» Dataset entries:

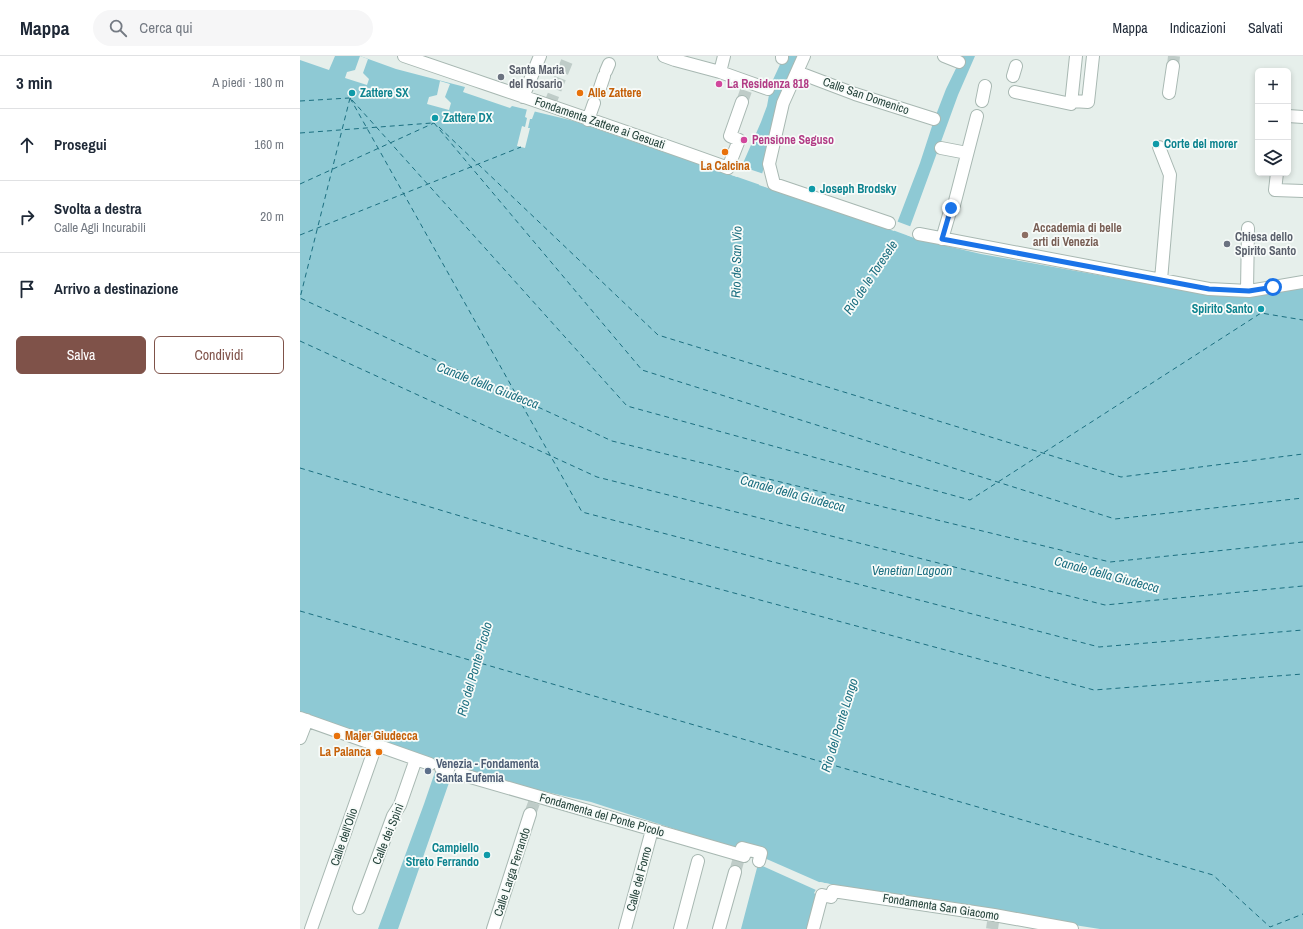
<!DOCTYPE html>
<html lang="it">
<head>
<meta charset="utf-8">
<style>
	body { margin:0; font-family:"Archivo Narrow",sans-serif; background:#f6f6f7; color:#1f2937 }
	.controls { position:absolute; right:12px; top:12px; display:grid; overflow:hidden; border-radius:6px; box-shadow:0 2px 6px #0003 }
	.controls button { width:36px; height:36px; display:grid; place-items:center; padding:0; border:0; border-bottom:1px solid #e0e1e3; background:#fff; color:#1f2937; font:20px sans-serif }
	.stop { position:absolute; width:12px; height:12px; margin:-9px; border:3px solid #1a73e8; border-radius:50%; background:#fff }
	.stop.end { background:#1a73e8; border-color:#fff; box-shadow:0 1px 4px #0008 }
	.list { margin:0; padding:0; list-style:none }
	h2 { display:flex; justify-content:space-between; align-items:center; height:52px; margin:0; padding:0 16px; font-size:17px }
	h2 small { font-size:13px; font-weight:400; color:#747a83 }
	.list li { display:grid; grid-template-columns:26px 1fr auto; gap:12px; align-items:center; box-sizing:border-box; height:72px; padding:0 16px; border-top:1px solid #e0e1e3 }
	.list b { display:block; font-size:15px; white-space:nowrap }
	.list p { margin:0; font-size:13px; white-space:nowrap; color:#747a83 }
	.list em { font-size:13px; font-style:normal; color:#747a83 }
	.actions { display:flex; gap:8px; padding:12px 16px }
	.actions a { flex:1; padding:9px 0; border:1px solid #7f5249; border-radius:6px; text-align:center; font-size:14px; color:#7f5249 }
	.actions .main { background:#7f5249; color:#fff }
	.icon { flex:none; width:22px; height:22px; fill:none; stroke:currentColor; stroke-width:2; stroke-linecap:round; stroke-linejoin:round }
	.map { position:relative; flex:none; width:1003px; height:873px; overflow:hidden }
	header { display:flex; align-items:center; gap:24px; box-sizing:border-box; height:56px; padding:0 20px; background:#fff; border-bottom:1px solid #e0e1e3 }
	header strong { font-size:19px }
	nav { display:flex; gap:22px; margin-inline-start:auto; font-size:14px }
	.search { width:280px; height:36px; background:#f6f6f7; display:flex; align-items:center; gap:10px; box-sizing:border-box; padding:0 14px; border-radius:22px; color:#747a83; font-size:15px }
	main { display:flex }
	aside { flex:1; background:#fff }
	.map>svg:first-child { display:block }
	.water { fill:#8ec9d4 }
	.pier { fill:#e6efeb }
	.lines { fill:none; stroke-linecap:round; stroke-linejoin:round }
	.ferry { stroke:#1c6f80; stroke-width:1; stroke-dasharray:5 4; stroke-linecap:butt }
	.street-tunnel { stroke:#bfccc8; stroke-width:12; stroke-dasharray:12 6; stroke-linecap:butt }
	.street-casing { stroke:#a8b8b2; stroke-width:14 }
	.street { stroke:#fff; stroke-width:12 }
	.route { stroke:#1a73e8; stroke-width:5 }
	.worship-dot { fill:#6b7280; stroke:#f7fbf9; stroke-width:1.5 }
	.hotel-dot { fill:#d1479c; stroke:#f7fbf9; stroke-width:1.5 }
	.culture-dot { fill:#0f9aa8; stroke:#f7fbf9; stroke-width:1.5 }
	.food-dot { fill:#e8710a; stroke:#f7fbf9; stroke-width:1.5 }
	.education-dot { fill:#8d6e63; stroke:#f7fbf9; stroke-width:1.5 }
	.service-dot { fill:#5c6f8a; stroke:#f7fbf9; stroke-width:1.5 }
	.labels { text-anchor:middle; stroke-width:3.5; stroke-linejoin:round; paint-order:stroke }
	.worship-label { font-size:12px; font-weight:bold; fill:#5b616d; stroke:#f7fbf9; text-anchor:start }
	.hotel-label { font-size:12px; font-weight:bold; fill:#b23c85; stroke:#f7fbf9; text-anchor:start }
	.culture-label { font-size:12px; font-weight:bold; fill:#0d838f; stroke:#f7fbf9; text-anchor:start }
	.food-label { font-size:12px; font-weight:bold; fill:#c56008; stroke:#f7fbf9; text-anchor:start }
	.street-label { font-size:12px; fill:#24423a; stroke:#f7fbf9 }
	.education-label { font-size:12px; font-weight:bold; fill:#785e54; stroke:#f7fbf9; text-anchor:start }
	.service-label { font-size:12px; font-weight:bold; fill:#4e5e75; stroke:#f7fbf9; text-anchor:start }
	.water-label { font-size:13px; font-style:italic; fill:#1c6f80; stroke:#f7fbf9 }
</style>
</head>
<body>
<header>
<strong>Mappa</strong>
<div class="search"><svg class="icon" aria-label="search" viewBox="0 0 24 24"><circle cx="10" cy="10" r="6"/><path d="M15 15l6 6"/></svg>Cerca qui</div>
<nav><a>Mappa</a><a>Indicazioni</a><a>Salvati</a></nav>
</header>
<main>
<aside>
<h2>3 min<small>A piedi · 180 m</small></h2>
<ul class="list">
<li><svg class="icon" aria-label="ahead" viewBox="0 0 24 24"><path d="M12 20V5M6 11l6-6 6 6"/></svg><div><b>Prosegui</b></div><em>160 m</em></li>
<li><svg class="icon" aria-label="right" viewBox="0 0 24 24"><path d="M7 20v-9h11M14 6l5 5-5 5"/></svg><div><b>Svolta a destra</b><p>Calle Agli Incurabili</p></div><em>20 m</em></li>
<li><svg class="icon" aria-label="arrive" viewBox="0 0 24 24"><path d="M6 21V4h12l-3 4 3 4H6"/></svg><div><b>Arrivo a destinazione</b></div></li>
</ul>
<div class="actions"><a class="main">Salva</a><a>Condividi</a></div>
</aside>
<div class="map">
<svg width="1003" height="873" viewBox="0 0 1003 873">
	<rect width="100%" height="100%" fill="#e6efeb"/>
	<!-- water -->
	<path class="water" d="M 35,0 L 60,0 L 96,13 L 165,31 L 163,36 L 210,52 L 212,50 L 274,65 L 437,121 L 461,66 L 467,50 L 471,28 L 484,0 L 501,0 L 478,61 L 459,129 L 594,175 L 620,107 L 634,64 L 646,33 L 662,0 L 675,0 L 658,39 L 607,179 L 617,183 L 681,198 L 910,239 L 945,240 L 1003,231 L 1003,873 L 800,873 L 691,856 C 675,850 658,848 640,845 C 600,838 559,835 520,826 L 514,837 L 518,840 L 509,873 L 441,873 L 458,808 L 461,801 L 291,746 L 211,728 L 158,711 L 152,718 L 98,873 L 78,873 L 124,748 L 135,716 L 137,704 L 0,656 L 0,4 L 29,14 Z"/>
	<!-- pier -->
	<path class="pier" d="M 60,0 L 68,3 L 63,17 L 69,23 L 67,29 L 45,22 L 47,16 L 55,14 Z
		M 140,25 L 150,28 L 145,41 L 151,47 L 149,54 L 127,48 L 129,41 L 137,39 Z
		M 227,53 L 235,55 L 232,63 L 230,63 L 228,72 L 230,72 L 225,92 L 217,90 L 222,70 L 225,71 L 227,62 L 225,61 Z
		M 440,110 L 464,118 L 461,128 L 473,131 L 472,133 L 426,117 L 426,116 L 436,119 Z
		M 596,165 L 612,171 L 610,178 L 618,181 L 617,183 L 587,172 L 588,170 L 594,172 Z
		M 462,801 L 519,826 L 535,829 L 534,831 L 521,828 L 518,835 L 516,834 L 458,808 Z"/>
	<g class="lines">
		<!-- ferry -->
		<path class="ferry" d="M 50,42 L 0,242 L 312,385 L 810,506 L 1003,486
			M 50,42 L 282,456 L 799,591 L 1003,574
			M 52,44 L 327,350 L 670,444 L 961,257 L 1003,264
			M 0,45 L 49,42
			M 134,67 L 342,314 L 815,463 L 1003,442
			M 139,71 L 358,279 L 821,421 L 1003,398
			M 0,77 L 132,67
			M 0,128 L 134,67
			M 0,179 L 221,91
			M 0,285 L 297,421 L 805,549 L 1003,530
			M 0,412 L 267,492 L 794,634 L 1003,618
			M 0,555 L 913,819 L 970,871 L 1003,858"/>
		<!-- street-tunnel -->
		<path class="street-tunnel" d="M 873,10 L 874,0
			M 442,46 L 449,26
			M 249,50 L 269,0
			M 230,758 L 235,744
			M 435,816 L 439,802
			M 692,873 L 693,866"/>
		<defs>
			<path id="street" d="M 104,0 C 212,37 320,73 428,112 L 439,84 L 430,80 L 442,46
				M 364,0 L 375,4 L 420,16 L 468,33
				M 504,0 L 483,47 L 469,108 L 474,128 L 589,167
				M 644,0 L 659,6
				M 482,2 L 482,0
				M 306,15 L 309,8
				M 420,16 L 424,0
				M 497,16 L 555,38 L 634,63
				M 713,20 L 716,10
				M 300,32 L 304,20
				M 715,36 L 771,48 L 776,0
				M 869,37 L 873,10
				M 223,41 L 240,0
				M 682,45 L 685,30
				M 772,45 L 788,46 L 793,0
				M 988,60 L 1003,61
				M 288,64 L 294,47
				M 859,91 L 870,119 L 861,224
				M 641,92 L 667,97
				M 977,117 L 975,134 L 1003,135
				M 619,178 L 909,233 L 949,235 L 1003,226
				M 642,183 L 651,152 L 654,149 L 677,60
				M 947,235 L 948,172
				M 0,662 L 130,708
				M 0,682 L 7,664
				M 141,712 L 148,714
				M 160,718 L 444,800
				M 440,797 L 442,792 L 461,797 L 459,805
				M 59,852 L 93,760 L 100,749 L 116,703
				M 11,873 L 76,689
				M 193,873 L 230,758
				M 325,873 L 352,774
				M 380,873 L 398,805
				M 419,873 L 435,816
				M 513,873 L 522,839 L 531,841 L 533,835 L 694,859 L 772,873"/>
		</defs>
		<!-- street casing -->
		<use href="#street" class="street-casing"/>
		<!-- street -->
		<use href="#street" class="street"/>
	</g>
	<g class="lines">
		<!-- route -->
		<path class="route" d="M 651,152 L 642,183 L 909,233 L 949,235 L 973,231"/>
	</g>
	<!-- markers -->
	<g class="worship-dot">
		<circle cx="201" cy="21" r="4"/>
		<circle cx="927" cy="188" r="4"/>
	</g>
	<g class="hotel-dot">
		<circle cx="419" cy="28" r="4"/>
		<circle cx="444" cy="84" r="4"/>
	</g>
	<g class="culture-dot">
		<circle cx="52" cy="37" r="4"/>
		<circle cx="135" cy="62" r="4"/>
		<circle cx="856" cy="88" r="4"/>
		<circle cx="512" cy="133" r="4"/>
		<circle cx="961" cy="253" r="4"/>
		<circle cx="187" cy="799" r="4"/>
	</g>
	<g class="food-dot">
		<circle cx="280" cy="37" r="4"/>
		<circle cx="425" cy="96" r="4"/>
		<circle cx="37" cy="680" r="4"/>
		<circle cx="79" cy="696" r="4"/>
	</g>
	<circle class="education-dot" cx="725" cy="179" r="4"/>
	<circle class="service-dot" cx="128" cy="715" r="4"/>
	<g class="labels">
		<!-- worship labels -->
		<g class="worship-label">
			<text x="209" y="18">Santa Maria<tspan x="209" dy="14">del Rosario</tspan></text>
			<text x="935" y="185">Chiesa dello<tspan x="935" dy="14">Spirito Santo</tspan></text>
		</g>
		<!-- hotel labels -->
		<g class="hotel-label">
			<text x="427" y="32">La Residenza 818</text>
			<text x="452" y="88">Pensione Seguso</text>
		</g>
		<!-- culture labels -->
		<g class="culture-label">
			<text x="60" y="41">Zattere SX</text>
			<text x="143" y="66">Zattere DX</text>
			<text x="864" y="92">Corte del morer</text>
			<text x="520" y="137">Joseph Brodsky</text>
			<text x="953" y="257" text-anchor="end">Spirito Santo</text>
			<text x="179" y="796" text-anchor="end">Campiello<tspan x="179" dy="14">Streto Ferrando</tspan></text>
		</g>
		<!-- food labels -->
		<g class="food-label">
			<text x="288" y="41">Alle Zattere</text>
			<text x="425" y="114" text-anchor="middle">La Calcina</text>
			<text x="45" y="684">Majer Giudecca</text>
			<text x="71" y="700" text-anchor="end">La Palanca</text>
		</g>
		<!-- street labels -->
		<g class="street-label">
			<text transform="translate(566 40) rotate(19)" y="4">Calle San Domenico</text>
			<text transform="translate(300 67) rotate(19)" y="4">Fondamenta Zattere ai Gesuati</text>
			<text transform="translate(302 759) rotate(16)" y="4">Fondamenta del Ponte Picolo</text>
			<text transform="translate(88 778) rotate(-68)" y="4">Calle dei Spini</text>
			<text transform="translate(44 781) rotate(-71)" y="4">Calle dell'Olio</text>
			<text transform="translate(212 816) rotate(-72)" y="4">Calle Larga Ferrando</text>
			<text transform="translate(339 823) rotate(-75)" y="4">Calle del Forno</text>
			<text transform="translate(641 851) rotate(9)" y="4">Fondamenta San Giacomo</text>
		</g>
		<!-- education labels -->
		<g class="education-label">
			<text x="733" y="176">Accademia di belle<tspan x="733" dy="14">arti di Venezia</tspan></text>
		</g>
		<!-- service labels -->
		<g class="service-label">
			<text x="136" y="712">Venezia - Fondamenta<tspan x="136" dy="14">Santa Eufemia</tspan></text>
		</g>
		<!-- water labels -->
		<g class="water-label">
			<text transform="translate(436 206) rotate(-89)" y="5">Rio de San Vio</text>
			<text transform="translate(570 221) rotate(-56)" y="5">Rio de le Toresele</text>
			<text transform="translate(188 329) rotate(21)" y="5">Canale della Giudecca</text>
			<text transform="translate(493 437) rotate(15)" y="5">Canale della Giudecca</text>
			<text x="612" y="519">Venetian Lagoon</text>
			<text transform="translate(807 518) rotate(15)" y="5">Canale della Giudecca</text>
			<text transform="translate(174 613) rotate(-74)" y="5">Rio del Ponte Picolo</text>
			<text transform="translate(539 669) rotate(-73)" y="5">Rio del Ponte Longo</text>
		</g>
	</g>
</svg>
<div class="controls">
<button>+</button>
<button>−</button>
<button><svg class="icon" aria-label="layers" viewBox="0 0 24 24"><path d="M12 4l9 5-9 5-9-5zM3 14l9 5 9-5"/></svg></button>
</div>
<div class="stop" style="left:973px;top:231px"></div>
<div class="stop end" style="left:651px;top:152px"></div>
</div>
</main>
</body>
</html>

» Requirement: Only lines holding the word "white" belong in the answer; copy all of them from the records.

» Task result:
	.list b { display:block; font-size:15px; white-space:nowrap }
	.list p { margin:0; font-size:13px; white-space:nowrap; color:#747a83 }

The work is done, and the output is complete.